====== Extracted information

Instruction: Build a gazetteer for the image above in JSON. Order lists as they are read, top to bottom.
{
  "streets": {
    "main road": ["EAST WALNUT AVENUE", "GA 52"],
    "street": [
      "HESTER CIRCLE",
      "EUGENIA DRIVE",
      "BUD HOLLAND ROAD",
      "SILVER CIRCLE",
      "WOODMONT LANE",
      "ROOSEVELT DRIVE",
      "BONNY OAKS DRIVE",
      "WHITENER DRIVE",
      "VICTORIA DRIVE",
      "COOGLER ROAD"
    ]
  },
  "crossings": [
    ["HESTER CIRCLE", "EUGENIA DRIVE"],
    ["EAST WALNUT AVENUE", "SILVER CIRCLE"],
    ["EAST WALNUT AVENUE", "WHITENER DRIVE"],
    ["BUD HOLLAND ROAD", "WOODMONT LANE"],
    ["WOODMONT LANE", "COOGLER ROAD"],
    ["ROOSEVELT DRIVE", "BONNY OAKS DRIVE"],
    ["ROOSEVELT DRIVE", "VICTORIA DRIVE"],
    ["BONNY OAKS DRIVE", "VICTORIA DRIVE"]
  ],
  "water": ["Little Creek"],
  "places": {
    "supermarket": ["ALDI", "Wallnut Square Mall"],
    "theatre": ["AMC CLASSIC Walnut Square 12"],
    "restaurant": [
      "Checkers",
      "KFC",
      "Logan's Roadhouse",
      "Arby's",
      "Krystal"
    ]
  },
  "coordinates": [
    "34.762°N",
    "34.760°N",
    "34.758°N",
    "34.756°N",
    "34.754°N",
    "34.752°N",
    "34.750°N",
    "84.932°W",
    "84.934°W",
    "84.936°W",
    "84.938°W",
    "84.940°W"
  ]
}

============

[Problem] Show, from the entries above, every line that includes the string "DRIVE".

[Answer to the exercise]
      "EUGENIA DRIVE",
      "ROOSEVELT DRIVE",
      "BONNY OAKS DRIVE",
      "WHITENER DRIVE",
      "VICTORIA DRIVE",
    ["HESTER CIRCLE", "EUGENIA DRIVE"],
    ["EAST WALNUT AVENUE", "WHITENER DRIVE"],
    ["ROOSEVELT DRIVE", "BONNY OAKS DRIVE"],
    ["ROOSEVELT DRIVE", "VICTORIA DRIVE"],
    ["BONNY OAKS DRIVE", "VICTORIA DRIVE"]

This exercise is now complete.